COVID-19 Numbers in Nevada
These numbers are accurate as of 4:00 p.m. Monday, July 6
• There are 22,909 positive cases in Nevada
• This number is up 3,176 cases from Thursday
• Nevada has reported 537 fatalities from the coronavirus
• This number is up 12 cases from Thursday
• 376,887 individuals have been tested for the virus
• This number is up 35,424 cases from Thursday
• Further statistical data can be found here: DHHS Coronavirus Statistics in Nevada
National COVID-19 Developments
California Legislator Tests Positive for COVID-19 – The California state Capitol was closed Monday after an Assemblywoman and four others working in the building tested positive to COVID-19. Staffers and legislators met late June to pass the state budget, likely when the virus was spread to the five and potentially others. In a tweet Monday, Assemblywoman Autumn Burke (D-Marina Del Rey) announced that she received her test results Saturday after being told that she had a potential “mask-to-mask” exposure to an individual with COVID-19. Since March, California’s legislature has taken unprecedented measures to reduce the spread of the virus, including halting their legislative schedule from March to early May. Anyone entering the Capitol is required to undergo health screenings and temperature checks, in-person seating for public hearings has been limited, and elevators are limited to one person per ride. In contrast, the Nevada Legislature will not allow lobbyists or members of the public to attend hearings in person during the upcoming special session. The California Capitol will be closed for one week to undergo extensive cleaning.

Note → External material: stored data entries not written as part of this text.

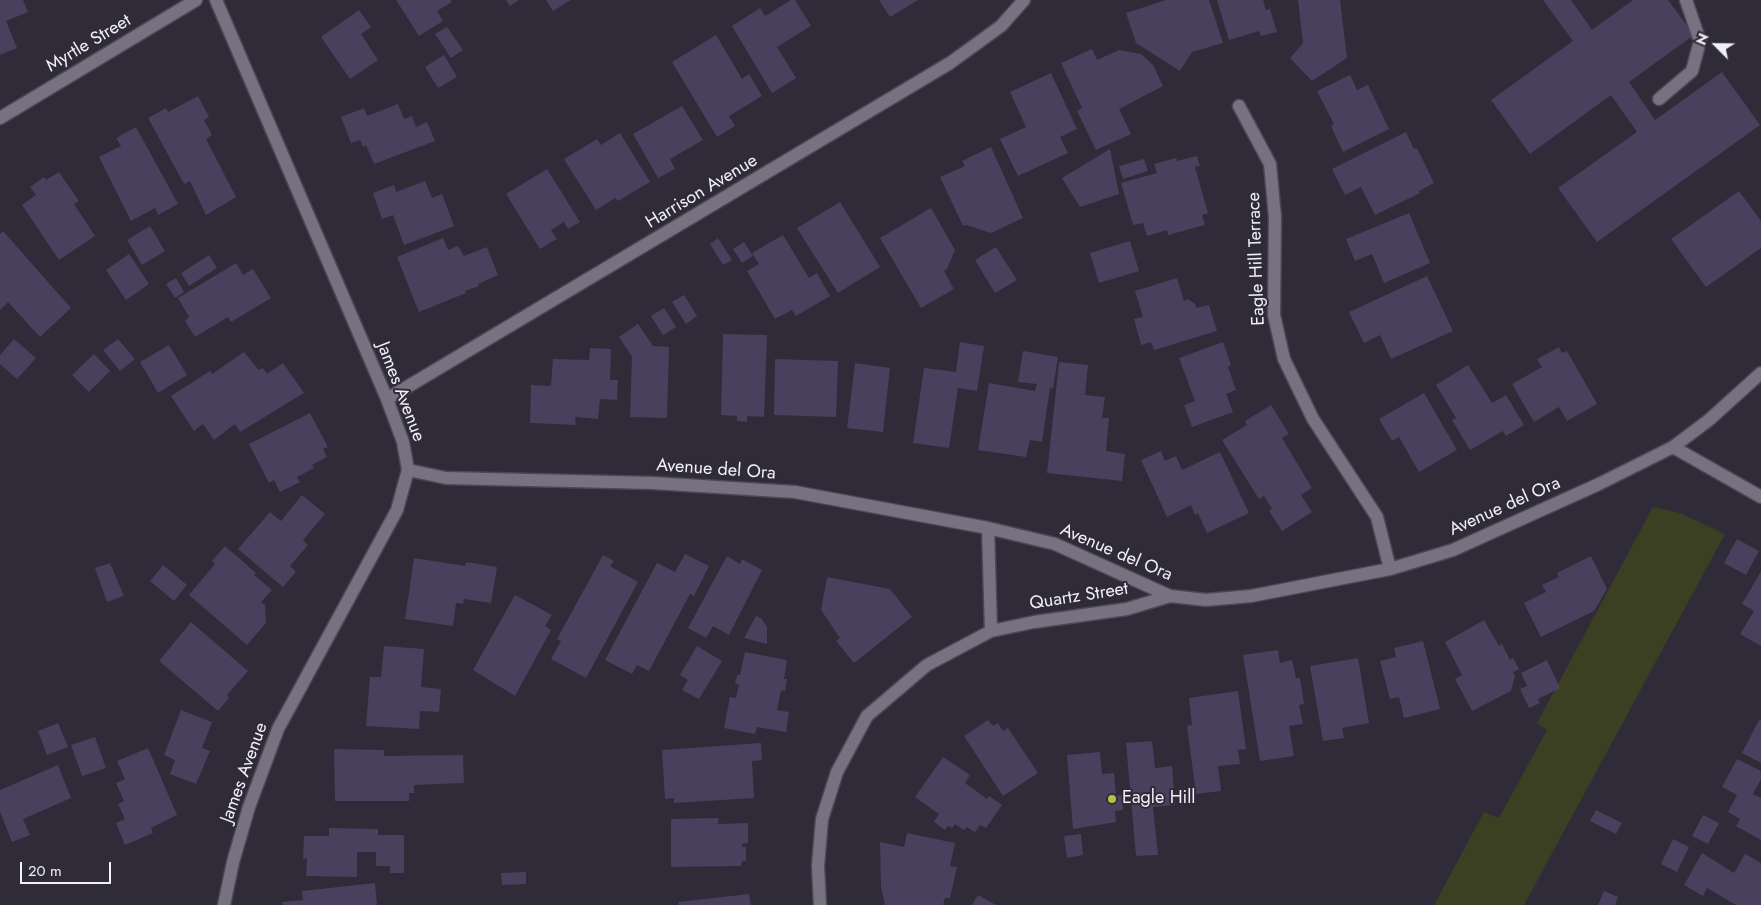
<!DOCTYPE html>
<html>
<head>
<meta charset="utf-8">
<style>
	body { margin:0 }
	#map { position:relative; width:1761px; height:905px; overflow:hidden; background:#2f2b38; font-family:Jost,sans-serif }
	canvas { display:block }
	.north { position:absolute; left:1691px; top:20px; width:50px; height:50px; -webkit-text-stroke:4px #2f2b38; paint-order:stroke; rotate:293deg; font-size:14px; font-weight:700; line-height:20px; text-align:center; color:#f1eff8 }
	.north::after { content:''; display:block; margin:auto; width:18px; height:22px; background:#f1eff8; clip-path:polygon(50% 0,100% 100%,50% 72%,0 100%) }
	.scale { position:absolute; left:20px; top:862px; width:91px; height:22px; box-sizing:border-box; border:2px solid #f1eff8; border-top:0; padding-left:6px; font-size:15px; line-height:18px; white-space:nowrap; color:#f1eff8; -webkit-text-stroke:4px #2f2b38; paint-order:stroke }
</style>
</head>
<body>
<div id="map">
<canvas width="1761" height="905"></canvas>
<div class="north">N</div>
<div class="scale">20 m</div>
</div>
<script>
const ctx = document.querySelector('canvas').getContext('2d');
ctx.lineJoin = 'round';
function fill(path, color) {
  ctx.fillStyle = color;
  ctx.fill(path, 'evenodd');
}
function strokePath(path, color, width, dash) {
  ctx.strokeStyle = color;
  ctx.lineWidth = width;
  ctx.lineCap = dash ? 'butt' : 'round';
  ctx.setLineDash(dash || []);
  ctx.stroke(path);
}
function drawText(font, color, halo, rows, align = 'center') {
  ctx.font = font + ' Jost,sans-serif';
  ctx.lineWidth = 4;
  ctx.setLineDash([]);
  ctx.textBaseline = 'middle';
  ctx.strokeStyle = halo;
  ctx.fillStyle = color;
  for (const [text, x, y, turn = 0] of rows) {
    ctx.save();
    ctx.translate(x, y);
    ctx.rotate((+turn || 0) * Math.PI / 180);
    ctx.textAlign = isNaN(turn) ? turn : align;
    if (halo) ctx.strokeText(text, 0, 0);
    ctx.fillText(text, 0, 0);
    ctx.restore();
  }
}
const green = new Path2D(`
	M1653,507L1680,513L1725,534L1524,905H1434L1484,812L1499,818L1547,730L1537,723Z`);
const building = new Path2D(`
	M0,0H23L28,12L6,21L17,48L0,55Z
	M396,0H451L452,2L437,11L443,21L419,36Z
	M506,0H519L510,6Z
	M546,0H571L553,11Z
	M791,0H795L811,26L777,47L796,78L772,93L732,26L760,8L765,16Z
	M879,0H918L890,17Z
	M1166,0H1209L1223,43L1192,52L1180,71L1136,43L1126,13Z
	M1217,0H1263L1266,10L1270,9L1277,32L1261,36L1259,31L1229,40Z
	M1298,0H1340L1347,58L1312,81L1290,58L1303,43Z
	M1543,0H1571L1592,30L1633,0H1668L1694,35L1629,82L1655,120L1722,72L1760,125L1597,242L1558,188L1637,132L1611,95L1530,154L1491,100L1573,41Z
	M359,10L371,27L361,34L378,60L350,79L321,37Z
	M447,27L463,50L451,58L435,34Z
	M716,35L742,79L749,74L762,96L729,116L735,126L717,137L672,62Z
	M1092,49L1097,60L1119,50L1141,54L1153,65L1163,86L1119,109L1131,134L1096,150L1077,111L1082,108L1061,63Z
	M444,55L457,77L438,88L425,67Z
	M1051,73L1077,129L1060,137L1068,153L1018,176L1000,139L1026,127L1010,92Z
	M1350,75L1357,90L1368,85L1389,129L1343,152L1331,126L1334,124L1317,91Z
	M198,96L209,117L204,120L212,135L206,139L236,197L206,215L190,181L184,184L148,118L166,108L168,112Z
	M398,104L404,119L412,116L416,127L427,122L435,141L374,164L366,145L363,147L360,140L351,143L341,117L364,108L367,116Z
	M682,106L703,140L670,159L675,169L658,178L633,134Z
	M136,127L178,204L158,215L155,208L131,221L99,157L121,146L116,138Z
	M1406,132L1414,149L1417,148L1434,183L1419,191L1420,193L1375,215L1361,187L1345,195L1332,169Z
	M620,133L650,182L618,201L615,198L596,210L564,159L597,139L601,145Z
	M991,147L1023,218L991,233L966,225L963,226L940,177L965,166L962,161Z
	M1110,149L1119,194L1080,207L1062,178Z
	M1197,156L1200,166L1195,167L1208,213L1202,215L1205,225L1168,235L1167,230L1147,236L1143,223L1133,225L1121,183L1157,173L1154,164L1176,158L1177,161Z
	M1144,159L1148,171L1123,179L1119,166Z
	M547,169L580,222L568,229L564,222L551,230L557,239L540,249L506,194Z
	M59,172L79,201L74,204L95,236L59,260L22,205L36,195L30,187L44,177L46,180Z
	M425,181L432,198L442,194L454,226L404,245L393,215L382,219L373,193L394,185L396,192Z
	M1739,191L1761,221V248L1706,287L1671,239Z
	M840,202L880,267L838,293L797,228Z
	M931,208L955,250L947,269L944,271L954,289L921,308L880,238Z
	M1409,213L1430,263L1384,283L1372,254L1355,261L1346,239Z
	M150,226L165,251L142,265L127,240Z
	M3,231L71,308L40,337L8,302L0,310V234Z
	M783,235L809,278L817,273L830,296L796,316L792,310L775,319L747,271L759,264L752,253Z
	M443,238L448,250L458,246L464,256L487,247L498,275L478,284L479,286L465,291L466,293L419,312L397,257Z
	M718,238L732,260L723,265L710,244Z
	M1130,241L1139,271L1099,283L1090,253Z
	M744,242L753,256L742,263L733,249Z
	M996,247L1017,280L995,293L975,260Z
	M129,254L149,284L126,300L106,270Z
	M209,255L217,268L189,286L181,273Z
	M236,263L243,275L253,269L271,298L231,322L228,317L195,337L185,321L189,317L178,298Z
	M1427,276L1453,331L1391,359L1380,335L1364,343L1349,312Z
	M176,278L184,292L175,298L166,284Z
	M1177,278L1184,301L1188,299L1195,304L1196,308L1209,305L1217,331L1154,350L1151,342L1141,345L1134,319L1143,317L1135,291Z
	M684,295L697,316L686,324L672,302Z
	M664,308L676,327L663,335L651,316Z
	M638,324L653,346L669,347L667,418L630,417L632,357L619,337Z
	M723,334L767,335L764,417L747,416V422L737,421V416L721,415Z
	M14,339L36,358L17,379L0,364V355Z
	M118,339L135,359L120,371L103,350Z
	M960,342L984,346L977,391L958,388L949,448L913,443L924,368L956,372Z
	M1223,342L1231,365L1228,367L1236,390L1226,394L1233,412L1192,427L1184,405L1195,401L1179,358Z
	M169,345L187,375L158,393L140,362Z
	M1559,347L1562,353L1567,351L1597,404L1567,421L1559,407L1534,422L1512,384L1542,367L1537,359Z
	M590,348L611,349L610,380H618L617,400L600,399L598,419L575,417L576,425L530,423L531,385L551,386L553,359L589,360Z
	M1023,351L1058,357L1053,389L1050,388L1042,442L1030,440L1026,457L978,450L989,383L1035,391L1037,384L1018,382Z
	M244,352L259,370L263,368L267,374L283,363L304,393L240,432L235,424L214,440L203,424L194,431L171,396L210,371L212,374Z
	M94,354L110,371L89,392L72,375Z
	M775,359L838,361L836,417L774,415Z
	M1059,362L1088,365L1085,395L1105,397L1102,418H1109L1106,451L1125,454L1122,481L1047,473Z
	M855,363L890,368L883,432L847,428Z
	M1468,365L1492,403L1506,395L1524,425L1506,436L1503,431L1470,450L1452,420L1456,418L1436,385Z
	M1424,393L1457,450L1419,472L1399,437L1392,441L1379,419Z
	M1271,405L1289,434L1282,438L1312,488L1301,495L1312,512L1282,531L1269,511L1272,509L1264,496L1259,499L1222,440L1247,425L1245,421Z
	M310,413L328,447L323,449L327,457L312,465L314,468L297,477L300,482L280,492L274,480L269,483L249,444Z
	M1161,451L1165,461L1176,456L1182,470L1220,452L1249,513L1207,533L1198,513L1195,515L1191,505L1167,517L1141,460Z
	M302,495L325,514L303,540L308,545L290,566L296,572L283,587L238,549L270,512L281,521Z
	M1737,539L1759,551L1746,575L1724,563Z
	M225,546L256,573L254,575L272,590L261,602L265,605L266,623L247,645L189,595L215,564L212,561Z
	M685,554L709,566L694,596L690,594L649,671L637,665L632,674L605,660L657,563L675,572Z
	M603,555L614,561L610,566L638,582L586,678L551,659L561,641L557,639Z
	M727,556L740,564L742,559L762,570L729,635L713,626L706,638L688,628Z
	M1591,556L1607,589L1594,611L1541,637L1524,603L1546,592L1542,585L1559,577L1557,573Z
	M414,558L465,566L466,562L497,567L491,603L464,599L463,604L456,603L453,626L405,619Z
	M110,563L124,596L107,602L95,568Z
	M163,565L187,585L174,601L150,581Z
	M1761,571V646L1740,634L1754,611L1742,604Z
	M827,577L890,589L912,617L854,663L836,641L840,638L821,610Z
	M515,595L552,615L545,626L551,630L515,696L473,670Z
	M756,616L761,618L767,627V644L744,638Z
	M1484,620L1499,646L1502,644L1510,660L1513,658L1519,669L1513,672L1515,676L1511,691L1472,711L1455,679L1462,675L1445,642Z
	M191,622L248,671L227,695L229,698L218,711L159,661Z
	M1423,641L1440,709L1404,718L1399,697L1390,699L1380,661L1396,657L1394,648Z
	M384,646L424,649L421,687L441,689L439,712L420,711L419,729L366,726L370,677H381Z
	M697,646L722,661L699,699L682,690L688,680L680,675Z
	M1278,650L1280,663L1292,660L1296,678H1300L1304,704L1299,705L1303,724L1289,726L1294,756L1260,761L1243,655Z
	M745,652L787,660L784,679H787L785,691L781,690L777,710L789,712L786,732L757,727L755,734L724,728L730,697L736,698L739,685L735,684L737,675H740Z
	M1358,658L1369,723L1342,728L1344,738L1323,741L1310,666Z
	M1547,660L1560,688L1538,699L1540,703L1529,708L1520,689L1527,686L1521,673Z
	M1238,691L1246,749L1238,750L1240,764L1218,766L1221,791L1196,794L1187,726L1192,725L1189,698Z
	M181,710L212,722L202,748L210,751L196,784L170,774L175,760L164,755Z
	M988,720L993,726L998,723L1003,731L1008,728L1038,773L1003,796L964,736Z
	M1759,720L1761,721V763L1742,753Z
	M58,723L68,747L47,755L38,731Z
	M95,737L106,768L82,776L71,745Z
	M1152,741L1155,768L1172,766L1175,805L1153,807L1158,855L1136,856L1126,743Z
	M761,743L762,760L752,761L754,798L674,803V798L665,799L662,750Z
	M148,748L177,815L151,828L153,833L125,845L116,823L125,819L118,804L124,801L116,783L125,779L117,761Z
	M334,749L384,750V756L463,755L464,783L414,785V793H409V801H335Z
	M1100,752L1102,774L1114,773L1116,796L1122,795L1123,810L1115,811L1116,822L1073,829L1067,755Z
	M943,757L970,775L965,783L987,799L989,796L1002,805L986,828L980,825L975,832L967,827L964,830L955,824L952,828L948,826L945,830L934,822L939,814L915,797Z
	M1737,759L1761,771V779L1753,794L1761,798V840L1736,826L1740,819L1728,812L1737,795L1722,787Z
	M58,765L71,798L23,819L30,835L12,842L0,812V790Z
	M1596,810L1622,823L1616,834L1590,821Z
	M1703,815L1719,823L1708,844L1692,836Z
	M719,818L718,824L748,823V843L742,844V847H746V861H742L741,866L671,867V819Z
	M329,828L378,829V835H404V873H390V866H376V852H357V877L306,876L307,858L303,859L304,836H329Z
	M907,833L955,843L950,866L957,867L950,898H945L943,905H885L881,887L880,842L904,847Z
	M1081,834L1083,855L1067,858L1064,836Z
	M1673,839L1689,847L1677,872L1661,864Z
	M1702,853L1734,873L1745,854L1761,863V905H1736L1707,888L1703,896L1684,885Z
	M526,872V884L502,885L501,873Z
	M375,883L377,905H283L282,902L303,900L302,891Z
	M1604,891L1618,897L1615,905H1598Z
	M749,894L751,905H679L678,902Z
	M978,895L996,905H972Z`);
const lane = new Path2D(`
	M1659,99L1692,71L1700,41L1686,0`);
const street = new Path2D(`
	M216,0L387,399L403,442L408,470L397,510L278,729L249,807L233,862L224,905
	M1239,106L1270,164L1275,217L1274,315L1284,359L1313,419L1377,517L1390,569
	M0,118L196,0
	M387,399L950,63L1001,26L1024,0
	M1673,447L1761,497
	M408,470L446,478L653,483L795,492L988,528L1055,544L1170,596L1206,600L1251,596L1390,569L1453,550L1599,484L1673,447L1709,420L1761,373
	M988,528L991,631
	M820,905L818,866L822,819L837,772L867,716L927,665L991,631L1034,622L1127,609L1170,596`);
const markers = [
	[1112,799,5,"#b6c148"]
];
const streetNames = [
	["Myrtle Street",89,44,-31],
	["Harrison Avenue",702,192,-31],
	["Eagle Hill Terrace",1257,259,-92],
	["James Avenue",400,392,69],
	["Avenue del Ora",716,470,4],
	["Avenue del Ora",1505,507,-24],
	["Avenue del Ora",1116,553,23],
	["Quartz Street",1079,597,-9],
	["James Avenue",245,773,-70]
];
const poiNames = [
	["Eagle Hill",1122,799]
];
fill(green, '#3c4022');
fill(building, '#49405d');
strokePath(lane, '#4b4853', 15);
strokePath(street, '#4b4853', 15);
strokePath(lane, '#767282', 12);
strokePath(street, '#767282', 12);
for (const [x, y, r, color] of markers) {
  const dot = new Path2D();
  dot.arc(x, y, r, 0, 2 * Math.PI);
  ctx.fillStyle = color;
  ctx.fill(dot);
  strokePath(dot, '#2f2b38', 2);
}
drawText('18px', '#f1eff8', '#2f2b38', streetNames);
drawText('18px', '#f1eff8', '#2f2b38', poiNames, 'left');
</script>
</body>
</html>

Legislation Proposed to Help Pork Producers – Legislation on Capitol Hill has been introduced to appropriate $5-billion to help pork producers mitigate losses caused by the COVID-19 pandemic. Introduced by Minnesota Republican Jim Hagedorn, the “Direct Pork Assistance Package Act” gives a new meaning to “pork barrel legislation”, allocating payments to independent pig farmers who have sold into an artificially depressed market. Pork producers have been hit especially hard due to COVID-19 after the closure of restaurants, the slash in demand for finer cuts of meat, and packing plant disruptions.